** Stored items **
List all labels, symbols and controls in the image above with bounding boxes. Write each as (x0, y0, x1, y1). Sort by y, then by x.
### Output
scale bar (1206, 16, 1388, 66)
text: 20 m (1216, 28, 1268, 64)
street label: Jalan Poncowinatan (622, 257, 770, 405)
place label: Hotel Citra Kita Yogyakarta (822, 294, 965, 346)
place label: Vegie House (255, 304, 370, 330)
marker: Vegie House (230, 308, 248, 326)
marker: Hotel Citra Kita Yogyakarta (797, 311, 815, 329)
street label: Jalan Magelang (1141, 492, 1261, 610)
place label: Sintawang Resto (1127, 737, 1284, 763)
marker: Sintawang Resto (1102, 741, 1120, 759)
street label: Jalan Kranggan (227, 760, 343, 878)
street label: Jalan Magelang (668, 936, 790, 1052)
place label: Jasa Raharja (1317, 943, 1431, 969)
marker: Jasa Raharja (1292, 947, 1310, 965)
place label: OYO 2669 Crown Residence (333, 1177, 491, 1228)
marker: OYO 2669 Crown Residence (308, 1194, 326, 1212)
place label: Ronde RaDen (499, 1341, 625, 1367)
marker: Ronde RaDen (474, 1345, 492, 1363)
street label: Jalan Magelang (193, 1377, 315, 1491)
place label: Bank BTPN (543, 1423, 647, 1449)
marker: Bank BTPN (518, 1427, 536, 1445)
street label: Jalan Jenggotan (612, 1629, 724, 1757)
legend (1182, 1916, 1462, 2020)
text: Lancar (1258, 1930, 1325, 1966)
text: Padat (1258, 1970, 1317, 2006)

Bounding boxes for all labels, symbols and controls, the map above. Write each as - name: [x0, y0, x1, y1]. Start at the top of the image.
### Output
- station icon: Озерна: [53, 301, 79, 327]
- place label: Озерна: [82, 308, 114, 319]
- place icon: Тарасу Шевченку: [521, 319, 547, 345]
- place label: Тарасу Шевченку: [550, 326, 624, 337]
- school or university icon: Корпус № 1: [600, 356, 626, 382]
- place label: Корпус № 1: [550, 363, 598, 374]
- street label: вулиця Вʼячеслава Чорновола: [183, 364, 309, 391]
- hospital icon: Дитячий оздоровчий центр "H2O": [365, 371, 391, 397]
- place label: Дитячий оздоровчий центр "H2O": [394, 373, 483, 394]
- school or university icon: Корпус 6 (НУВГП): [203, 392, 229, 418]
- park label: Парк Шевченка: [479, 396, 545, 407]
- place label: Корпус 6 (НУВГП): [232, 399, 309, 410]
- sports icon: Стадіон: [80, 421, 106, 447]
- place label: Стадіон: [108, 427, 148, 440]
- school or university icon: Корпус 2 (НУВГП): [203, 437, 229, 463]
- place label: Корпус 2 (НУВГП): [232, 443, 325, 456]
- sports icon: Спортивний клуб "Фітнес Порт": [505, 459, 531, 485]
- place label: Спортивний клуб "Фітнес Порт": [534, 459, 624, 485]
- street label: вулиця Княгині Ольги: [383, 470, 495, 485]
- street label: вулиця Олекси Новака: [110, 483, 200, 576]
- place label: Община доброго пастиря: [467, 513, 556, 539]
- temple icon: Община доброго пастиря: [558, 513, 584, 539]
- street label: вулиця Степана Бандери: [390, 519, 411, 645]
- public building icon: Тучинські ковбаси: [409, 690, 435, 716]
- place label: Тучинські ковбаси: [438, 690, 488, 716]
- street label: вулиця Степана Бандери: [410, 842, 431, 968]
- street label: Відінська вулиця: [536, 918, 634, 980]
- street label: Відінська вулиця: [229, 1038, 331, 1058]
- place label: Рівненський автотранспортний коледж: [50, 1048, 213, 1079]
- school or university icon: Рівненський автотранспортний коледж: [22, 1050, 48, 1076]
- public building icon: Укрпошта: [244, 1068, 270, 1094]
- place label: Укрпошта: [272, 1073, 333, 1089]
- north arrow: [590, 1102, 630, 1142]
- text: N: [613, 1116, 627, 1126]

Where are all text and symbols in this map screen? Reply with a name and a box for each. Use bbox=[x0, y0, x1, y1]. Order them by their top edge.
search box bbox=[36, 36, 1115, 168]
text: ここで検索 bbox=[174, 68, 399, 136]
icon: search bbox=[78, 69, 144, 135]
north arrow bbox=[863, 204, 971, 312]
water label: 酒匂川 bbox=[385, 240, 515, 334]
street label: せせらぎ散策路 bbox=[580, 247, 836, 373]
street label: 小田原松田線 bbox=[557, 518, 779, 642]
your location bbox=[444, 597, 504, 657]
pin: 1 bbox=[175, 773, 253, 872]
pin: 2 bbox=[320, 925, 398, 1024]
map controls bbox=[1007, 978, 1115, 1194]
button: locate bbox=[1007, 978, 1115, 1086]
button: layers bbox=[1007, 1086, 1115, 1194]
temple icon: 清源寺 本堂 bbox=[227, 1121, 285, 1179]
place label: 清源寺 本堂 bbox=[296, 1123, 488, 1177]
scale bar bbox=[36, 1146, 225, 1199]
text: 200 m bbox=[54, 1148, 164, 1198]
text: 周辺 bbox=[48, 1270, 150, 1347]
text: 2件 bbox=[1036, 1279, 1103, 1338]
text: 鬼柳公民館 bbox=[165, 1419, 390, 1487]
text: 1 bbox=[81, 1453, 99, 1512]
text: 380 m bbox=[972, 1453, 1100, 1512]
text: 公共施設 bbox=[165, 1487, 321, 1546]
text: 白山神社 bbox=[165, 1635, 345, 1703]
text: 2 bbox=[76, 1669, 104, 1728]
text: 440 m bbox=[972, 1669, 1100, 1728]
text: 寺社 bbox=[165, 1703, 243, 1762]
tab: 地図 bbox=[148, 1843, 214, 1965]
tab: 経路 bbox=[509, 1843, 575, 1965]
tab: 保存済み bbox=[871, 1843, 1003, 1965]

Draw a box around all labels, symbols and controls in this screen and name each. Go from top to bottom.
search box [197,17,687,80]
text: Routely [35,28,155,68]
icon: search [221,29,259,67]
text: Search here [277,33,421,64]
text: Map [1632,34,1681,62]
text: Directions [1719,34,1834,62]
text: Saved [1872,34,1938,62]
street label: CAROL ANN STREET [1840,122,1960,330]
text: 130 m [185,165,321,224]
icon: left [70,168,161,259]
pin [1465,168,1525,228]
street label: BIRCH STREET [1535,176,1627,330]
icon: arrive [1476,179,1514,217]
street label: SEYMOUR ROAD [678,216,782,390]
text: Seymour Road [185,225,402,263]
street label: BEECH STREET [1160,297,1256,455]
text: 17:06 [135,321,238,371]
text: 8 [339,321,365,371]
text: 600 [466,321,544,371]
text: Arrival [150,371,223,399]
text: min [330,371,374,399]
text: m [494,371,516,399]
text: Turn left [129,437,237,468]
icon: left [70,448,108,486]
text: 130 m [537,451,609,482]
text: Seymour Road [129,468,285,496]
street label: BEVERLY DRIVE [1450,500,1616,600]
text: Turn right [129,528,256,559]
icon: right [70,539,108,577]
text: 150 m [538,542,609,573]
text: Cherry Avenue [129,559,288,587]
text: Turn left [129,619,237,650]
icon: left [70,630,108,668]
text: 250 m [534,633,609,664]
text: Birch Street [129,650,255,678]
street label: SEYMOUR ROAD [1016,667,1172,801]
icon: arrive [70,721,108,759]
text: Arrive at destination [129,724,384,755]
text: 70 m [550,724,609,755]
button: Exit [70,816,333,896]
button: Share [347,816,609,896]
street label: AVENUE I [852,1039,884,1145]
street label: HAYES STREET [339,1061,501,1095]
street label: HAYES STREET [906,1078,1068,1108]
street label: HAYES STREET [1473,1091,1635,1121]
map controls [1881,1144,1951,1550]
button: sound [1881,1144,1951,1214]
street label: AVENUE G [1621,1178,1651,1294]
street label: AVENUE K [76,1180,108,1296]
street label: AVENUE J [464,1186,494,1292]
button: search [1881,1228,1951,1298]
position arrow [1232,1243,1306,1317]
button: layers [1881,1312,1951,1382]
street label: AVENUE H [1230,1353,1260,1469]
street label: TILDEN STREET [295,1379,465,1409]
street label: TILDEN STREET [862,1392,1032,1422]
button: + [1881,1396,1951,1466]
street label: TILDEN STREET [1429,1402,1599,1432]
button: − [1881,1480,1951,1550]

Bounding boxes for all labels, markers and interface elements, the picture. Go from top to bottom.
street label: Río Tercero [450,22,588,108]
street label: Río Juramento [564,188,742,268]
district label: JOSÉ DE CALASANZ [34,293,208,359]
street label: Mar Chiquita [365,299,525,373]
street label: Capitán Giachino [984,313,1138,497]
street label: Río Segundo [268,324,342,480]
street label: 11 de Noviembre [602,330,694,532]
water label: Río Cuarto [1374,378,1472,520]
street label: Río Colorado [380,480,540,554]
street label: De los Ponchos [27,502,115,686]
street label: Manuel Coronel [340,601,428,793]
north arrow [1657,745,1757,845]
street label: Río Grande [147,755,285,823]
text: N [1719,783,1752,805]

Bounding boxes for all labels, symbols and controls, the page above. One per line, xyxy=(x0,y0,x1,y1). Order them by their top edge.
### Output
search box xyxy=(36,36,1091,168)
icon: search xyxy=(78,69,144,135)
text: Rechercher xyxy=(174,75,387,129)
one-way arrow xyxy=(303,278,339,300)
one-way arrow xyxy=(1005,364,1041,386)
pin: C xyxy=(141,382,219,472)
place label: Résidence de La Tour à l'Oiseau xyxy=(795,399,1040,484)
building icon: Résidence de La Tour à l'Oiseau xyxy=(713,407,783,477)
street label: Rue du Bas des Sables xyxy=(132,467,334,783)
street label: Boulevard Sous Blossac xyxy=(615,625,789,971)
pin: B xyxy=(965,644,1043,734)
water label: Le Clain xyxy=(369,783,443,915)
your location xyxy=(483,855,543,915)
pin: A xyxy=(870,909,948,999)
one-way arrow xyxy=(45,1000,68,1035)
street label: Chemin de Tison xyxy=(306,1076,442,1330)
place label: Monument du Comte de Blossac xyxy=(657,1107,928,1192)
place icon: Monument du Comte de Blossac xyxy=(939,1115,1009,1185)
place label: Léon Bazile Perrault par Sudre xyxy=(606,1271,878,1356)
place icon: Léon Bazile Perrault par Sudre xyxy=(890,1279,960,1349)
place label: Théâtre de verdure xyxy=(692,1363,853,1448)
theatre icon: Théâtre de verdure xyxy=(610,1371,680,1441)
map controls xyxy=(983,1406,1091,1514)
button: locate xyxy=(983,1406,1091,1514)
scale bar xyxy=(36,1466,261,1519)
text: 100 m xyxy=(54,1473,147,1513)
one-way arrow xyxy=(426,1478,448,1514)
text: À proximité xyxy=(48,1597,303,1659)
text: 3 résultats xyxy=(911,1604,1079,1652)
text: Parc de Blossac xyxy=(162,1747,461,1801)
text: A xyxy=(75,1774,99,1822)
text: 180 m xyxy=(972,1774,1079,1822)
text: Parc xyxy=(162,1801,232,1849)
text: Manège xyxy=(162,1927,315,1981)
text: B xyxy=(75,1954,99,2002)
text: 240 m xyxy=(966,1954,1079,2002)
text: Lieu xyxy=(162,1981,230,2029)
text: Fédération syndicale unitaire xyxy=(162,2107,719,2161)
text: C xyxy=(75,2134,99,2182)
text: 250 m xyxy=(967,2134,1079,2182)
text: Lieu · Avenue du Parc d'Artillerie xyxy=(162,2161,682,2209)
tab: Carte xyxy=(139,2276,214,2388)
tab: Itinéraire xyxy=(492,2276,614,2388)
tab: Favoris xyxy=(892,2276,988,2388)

** EXERCISE **
Output only the number of lines above holding "boxes".

** WRITTEN RESPONSE **
4